Lozenge tilings and the Gaussian free field on a cylinder

TL;DR

This paper investigates lozenge tilings on an infinite cylinder using the periodic Schur process, demonstrating convergence to a Gaussian free field with specific fluctuation behaviors under different measures, confirming conjectures in dimer models.

Contribution

It applies the periodic Schur process to analyze the height function of lozenge tilings on a cylinder, revealing new fluctuation results and confirming the Gaussian free field behavior in this setting.

Findings

Height function converges to a deterministic shape.

Fluctuations are described by the Gaussian free field.
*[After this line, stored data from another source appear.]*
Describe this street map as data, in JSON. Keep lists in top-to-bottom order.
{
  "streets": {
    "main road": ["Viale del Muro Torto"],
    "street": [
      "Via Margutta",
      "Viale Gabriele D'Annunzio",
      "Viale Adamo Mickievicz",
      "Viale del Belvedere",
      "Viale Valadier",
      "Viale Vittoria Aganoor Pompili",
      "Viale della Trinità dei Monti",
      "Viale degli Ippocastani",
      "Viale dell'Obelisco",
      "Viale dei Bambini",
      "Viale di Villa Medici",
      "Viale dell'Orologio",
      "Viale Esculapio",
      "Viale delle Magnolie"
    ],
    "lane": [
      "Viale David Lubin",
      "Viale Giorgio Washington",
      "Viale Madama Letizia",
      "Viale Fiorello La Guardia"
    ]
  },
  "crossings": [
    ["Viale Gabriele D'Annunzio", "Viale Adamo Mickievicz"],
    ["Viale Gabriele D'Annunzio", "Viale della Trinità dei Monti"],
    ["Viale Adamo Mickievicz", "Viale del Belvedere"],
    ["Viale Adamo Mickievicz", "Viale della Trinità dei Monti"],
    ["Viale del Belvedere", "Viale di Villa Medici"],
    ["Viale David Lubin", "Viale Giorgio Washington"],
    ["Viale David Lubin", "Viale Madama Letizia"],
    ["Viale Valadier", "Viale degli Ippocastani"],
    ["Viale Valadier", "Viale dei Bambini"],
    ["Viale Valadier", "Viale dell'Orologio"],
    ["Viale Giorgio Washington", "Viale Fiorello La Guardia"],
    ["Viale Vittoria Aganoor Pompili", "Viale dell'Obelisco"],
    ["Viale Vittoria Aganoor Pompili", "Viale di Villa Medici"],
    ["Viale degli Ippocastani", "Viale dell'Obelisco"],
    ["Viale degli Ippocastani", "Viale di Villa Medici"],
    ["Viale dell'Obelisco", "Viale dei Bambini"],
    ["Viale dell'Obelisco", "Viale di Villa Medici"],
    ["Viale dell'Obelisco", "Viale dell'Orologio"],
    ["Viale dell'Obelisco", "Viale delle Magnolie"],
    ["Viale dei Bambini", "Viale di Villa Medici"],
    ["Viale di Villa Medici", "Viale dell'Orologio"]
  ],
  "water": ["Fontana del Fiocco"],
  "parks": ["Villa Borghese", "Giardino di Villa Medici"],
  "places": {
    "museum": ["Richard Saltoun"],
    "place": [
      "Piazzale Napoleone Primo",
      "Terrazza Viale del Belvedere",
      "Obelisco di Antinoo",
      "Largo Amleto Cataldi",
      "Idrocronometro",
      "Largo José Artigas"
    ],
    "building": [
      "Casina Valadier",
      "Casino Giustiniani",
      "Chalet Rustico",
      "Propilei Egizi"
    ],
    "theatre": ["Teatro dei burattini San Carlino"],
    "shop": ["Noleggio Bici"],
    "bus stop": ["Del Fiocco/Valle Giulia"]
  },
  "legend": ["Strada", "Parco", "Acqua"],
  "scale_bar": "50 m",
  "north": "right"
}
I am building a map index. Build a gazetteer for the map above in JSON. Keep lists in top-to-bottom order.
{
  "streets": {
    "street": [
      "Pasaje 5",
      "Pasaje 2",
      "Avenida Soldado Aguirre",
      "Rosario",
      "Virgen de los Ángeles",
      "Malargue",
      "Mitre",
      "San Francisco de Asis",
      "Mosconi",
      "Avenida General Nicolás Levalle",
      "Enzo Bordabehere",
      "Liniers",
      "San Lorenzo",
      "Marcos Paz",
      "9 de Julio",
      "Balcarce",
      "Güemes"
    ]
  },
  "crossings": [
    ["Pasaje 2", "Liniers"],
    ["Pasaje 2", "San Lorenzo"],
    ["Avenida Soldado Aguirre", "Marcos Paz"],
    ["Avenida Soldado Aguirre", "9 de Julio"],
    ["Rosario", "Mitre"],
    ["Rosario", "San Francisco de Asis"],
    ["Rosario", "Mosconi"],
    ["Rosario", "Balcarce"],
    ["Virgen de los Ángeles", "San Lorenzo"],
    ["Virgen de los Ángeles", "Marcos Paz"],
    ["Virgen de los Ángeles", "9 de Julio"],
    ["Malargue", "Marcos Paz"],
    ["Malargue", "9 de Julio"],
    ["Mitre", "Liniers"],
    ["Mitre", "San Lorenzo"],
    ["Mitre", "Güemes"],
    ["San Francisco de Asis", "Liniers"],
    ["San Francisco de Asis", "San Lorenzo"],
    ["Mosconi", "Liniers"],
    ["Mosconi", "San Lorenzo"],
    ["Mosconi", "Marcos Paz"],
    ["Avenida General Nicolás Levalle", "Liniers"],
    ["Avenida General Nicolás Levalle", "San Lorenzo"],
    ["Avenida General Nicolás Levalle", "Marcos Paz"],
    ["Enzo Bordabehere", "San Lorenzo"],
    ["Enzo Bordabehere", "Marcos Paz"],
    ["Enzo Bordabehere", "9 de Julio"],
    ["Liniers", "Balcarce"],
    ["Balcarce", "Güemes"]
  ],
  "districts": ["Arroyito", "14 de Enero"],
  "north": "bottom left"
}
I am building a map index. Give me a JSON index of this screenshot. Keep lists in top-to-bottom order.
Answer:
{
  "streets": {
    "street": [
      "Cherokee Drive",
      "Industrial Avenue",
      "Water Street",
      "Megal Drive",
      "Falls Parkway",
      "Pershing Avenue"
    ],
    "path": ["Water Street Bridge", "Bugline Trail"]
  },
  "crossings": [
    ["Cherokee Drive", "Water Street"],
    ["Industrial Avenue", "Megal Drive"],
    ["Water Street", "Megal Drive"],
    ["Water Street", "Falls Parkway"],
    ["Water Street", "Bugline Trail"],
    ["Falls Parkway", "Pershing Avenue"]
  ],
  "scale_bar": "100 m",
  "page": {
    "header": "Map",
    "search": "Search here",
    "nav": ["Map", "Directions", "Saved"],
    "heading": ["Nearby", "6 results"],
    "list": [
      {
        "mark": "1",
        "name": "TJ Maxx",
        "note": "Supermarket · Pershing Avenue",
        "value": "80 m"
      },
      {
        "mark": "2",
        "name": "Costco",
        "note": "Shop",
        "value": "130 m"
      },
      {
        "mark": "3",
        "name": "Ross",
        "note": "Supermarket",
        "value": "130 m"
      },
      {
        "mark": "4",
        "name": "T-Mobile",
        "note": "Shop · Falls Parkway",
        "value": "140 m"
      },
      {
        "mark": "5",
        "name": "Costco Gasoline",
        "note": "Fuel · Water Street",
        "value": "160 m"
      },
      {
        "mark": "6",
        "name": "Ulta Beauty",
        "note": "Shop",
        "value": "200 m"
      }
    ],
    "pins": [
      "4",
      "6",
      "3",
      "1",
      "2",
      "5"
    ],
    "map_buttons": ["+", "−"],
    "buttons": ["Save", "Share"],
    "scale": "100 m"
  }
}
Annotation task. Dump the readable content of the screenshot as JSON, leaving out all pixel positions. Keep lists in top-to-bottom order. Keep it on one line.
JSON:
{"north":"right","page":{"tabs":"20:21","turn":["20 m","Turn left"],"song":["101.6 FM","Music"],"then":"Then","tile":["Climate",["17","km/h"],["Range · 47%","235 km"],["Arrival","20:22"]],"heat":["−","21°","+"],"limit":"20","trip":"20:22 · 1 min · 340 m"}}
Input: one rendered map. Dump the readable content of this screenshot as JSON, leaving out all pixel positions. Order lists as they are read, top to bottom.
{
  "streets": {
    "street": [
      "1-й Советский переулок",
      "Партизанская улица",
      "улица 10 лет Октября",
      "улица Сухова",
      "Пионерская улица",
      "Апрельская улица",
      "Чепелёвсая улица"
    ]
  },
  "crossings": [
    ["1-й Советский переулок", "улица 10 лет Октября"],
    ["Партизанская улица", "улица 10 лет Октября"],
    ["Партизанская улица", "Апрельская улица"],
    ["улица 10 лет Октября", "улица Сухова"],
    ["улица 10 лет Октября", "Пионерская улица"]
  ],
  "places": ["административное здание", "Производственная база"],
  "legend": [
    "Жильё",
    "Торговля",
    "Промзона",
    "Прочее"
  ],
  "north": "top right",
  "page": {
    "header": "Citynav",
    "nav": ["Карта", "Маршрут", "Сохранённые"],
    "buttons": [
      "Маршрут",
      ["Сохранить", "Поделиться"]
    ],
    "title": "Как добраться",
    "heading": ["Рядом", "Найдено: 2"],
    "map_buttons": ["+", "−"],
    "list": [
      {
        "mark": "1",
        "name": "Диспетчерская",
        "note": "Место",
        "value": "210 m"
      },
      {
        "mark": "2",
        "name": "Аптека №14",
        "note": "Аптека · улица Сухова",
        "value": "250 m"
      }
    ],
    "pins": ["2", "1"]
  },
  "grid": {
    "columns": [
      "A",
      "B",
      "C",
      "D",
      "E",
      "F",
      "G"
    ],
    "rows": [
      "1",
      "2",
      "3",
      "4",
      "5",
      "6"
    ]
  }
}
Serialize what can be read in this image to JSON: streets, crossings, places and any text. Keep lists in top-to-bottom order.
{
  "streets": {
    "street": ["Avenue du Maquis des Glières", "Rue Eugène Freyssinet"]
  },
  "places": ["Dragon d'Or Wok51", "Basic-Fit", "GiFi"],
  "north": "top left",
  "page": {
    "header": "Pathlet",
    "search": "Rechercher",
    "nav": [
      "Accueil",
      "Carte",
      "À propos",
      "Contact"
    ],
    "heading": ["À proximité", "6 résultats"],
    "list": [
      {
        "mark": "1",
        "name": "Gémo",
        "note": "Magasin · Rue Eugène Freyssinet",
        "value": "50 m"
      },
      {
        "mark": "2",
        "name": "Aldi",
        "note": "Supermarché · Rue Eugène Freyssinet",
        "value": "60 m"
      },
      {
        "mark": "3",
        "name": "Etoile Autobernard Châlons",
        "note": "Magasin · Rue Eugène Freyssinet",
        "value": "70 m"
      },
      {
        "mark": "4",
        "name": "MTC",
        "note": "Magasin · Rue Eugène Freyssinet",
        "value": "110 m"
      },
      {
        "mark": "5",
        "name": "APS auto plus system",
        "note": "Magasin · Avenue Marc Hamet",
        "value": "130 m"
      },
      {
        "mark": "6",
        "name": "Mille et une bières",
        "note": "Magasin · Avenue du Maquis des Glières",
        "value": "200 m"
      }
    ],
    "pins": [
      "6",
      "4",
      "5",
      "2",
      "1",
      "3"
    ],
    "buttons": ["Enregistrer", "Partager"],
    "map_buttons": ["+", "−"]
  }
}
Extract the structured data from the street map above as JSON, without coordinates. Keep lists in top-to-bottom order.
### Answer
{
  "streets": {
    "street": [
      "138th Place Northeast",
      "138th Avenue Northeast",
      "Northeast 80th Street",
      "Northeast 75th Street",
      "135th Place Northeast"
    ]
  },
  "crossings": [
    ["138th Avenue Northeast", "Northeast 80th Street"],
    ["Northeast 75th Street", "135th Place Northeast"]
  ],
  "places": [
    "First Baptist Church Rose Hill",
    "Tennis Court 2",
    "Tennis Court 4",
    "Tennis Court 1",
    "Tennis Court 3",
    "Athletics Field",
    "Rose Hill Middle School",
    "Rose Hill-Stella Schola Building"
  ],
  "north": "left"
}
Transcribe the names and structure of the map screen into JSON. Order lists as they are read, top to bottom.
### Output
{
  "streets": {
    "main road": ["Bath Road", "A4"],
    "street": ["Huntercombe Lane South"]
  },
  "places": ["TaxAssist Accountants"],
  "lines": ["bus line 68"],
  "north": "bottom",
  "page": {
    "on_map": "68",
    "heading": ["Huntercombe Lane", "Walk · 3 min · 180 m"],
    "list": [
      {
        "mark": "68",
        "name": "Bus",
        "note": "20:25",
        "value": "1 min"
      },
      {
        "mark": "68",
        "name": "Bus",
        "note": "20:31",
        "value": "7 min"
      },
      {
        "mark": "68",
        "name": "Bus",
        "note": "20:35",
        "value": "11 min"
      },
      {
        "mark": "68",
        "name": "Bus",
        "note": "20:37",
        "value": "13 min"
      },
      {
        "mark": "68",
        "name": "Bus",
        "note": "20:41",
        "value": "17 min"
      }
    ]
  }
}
Additional discrete Gaussian shift appears in one variant.

Abstract

We use the periodic Schur process, introduced in arXiv:math/0601019v1, to study the random height function of lozenge tilings (equivalently, dimers) on an infinite cylinder distributed under two variants of the $q^{\operatorname{vol}}$ measure. Under the first variant, corresponding to random cylindric partitions, the height function converges to a deterministic limit shape and fluctuations around it are given by the Gaussian free field in the conformal structure predicted by the Kenyon-Okounkov conjecture. Under the second variant, corresponding to an unrestricted dimer model on the cylinder, the fluctuations are given by the same Gaussian free field with an additional discrete Gaussian shift component. Fluctuations of the latter type have been previously conjectured for dimer models on planar domains with holes.